Die Beklagte beantragt die Abweisung des Klagebegehrens. Die klagende Partei gehe in bestimmten Fällen dazu über, lediglich die Entbindung selbst in der Krankenanstalt, die übrige Betreuung jedoch - insbesondere die Wochenbettpflege - ambulant in der Wohnung der Patientin durchzuführen. Das habe zur Folge, daß ein Teil der Hebammenbetreuung, zu der die Krankenanstalt verpflichtet ist, außerhalb der Krankenanstalt in der Wohnung der Patientin vorgenommen werden müsse. Da jedoch die Krankenanstalten der klagenden Partei diese Hebammendienste in der Wohnung der Patientinnen nicht leisteten, müßten die Patientinnen private Hebammen beiziehen und den Ersatz dieser Kosten von der Beklagten verlangen. Erbringe eine Krankenanstalt eine von der Vereinbarung über das Entbindungspauschale umfaßte Leistung nicht, so sei die Beklagte berechtigt, ihre Aufwendungen im Einzelfall von dem Pauschalbetrag abzuziehen.

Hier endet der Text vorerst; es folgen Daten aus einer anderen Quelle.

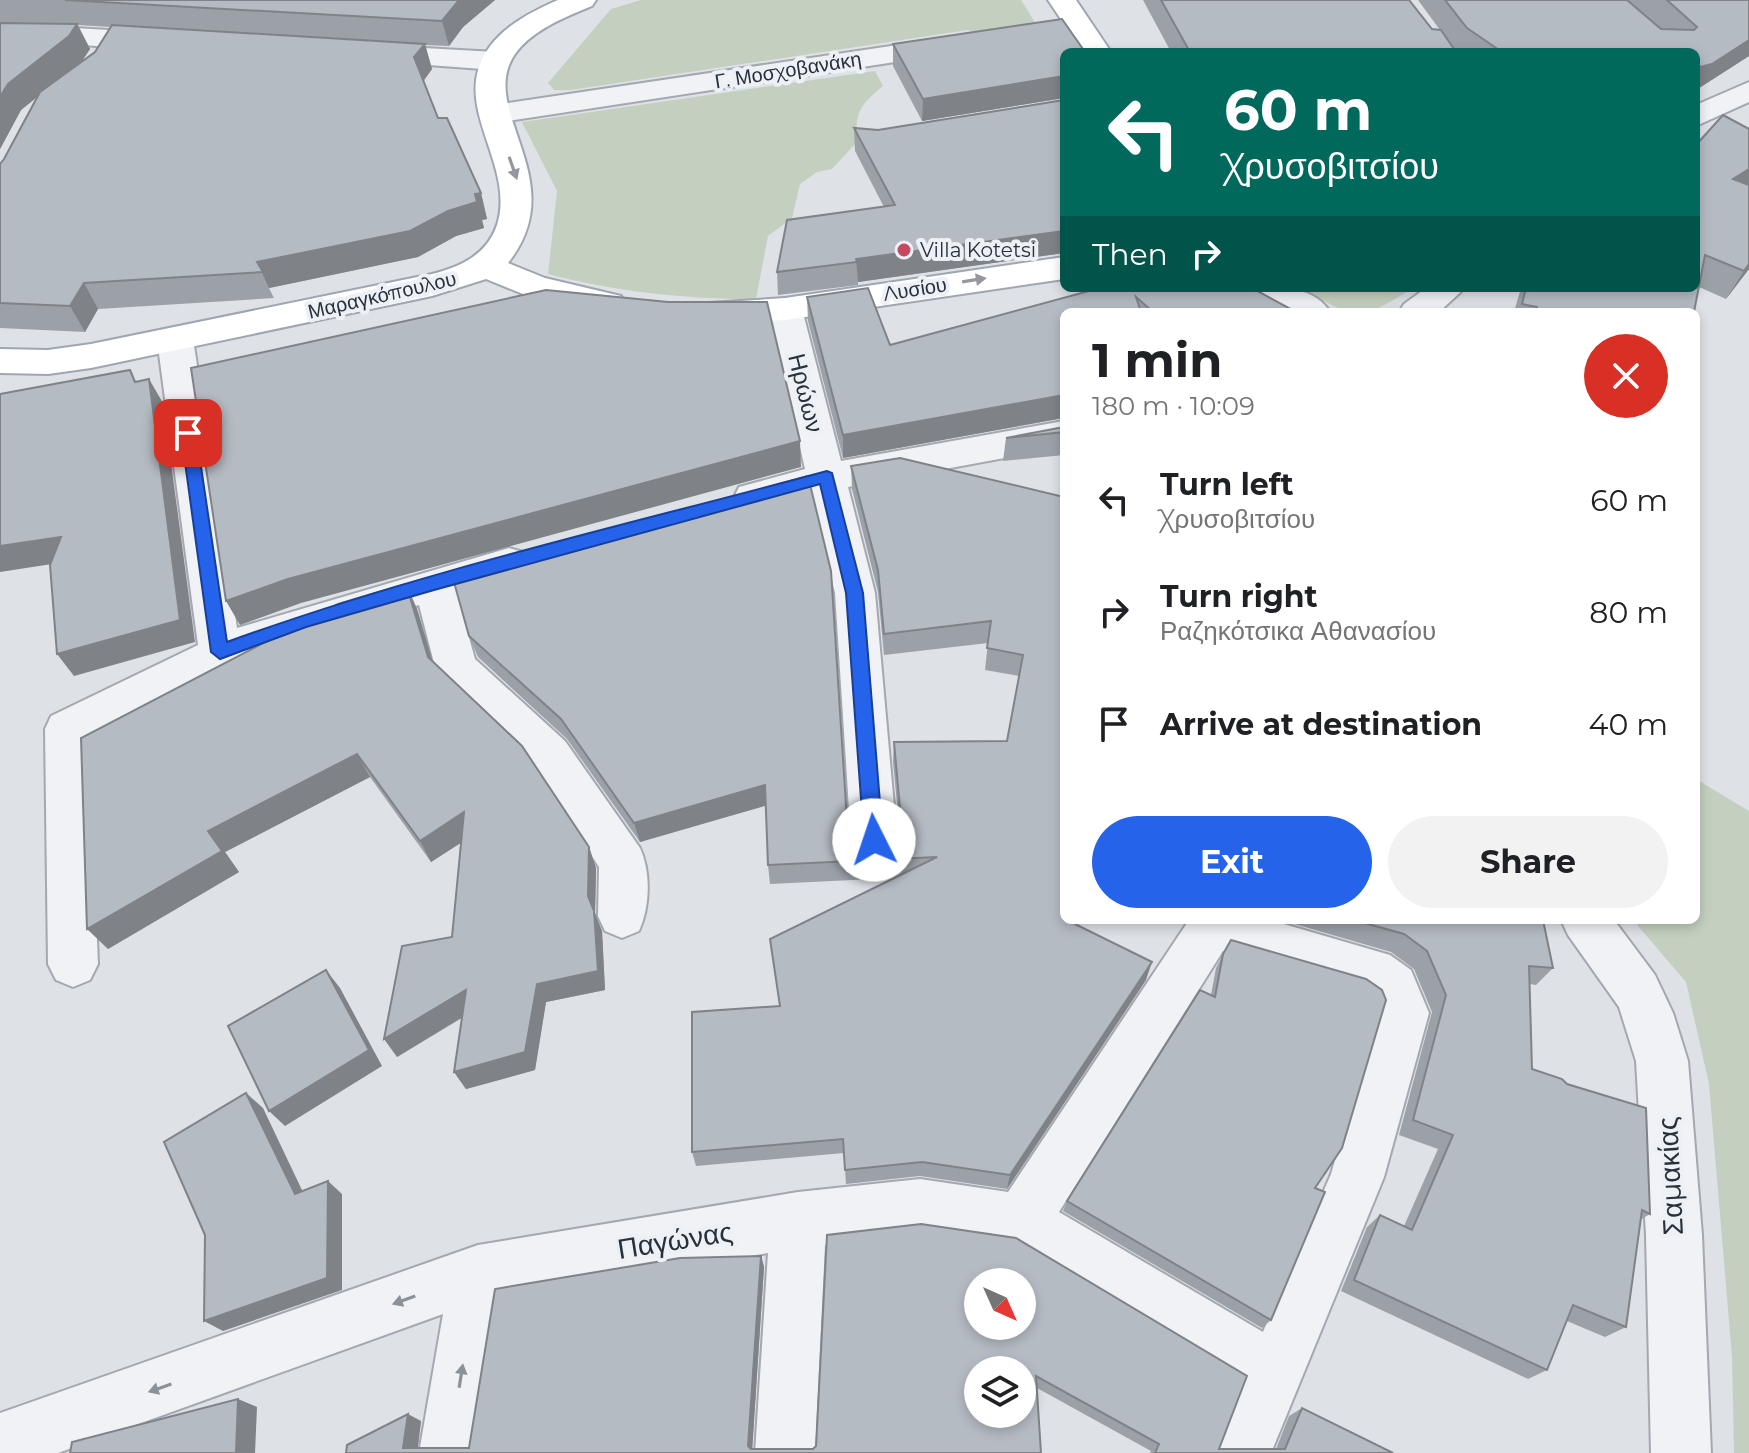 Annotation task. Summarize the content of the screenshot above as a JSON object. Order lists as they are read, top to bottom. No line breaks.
{"streets":{"main road":["Λυσίου","Μαραγκόπουλου"],"street":["Γ. Μοσχοβανάκη","Ηρώων","Σαμακίας","Παγώνας"]},"crossings":[["Γ. Μοσχοβανάκη","Μαραγκόπουλου"],["Λυσίου","Μαραγκόπουλου"],["Λυσίου","Ηρώων"]],"one_way":["Λυσίου","Παγώνας"],"places":["Villa Kotetsi"],"north":"bottom right","page":{"turn":["60 m","Χρυσοβιτσίου"],"then":"Then","heading":["1 min","180 m · 10:09"],"list":[{"name":"Turn left","note":"Χρυσοβιτσίου","value":"60 m"},{"name":"Turn right","note":"Ραζηκότσικα Αθανασίου","value":"80 m"},{"name":"Arrive at destination","value":"40 m"}],"buttons":["Exit","Share"]}}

In allen umstrittenen Fällen habe die Krankenanstalt nicht deshalb Leistungen unterlassen, weil das der Krankheitsverlauf bedingt hatte, sondern weil die Patientinnen von vornherein keine stationäre Entbindung im Sinne des Gesetzes und der Verträge gewünscht hätten; sie hätten vielmehr eine Mischung aus stationärer und ambulanter Entbindung, nämlich die Entbindung im Krankenhaus und die Wochenbettpflege - insbesondere durch eine Hebamme - zu Hause, verlangt. Dieser Typ der stationär-ambulanten Entbindung habe sich erst in den letzten Jahren entwickelt und sei beim Abschluß des Krankenanstaltenvertrages zwischen den Parteien noch nicht bekannt gewesen. Damals sei daher nur eine stationäre Entbindung im traditionellen Sinn im Vertrag vorgesehen gewesen und deren Kosten pauschaliert worden. Die nunmehr gehandhabte gemischte stationär-ambulante Entbindung sei ein neuer Leistungstypus, für den eine Pauschalierung nach den gegebenen Verträgen - abgesehen vom Allgemeinen Krankenhaus Linz - noch nicht bestehe.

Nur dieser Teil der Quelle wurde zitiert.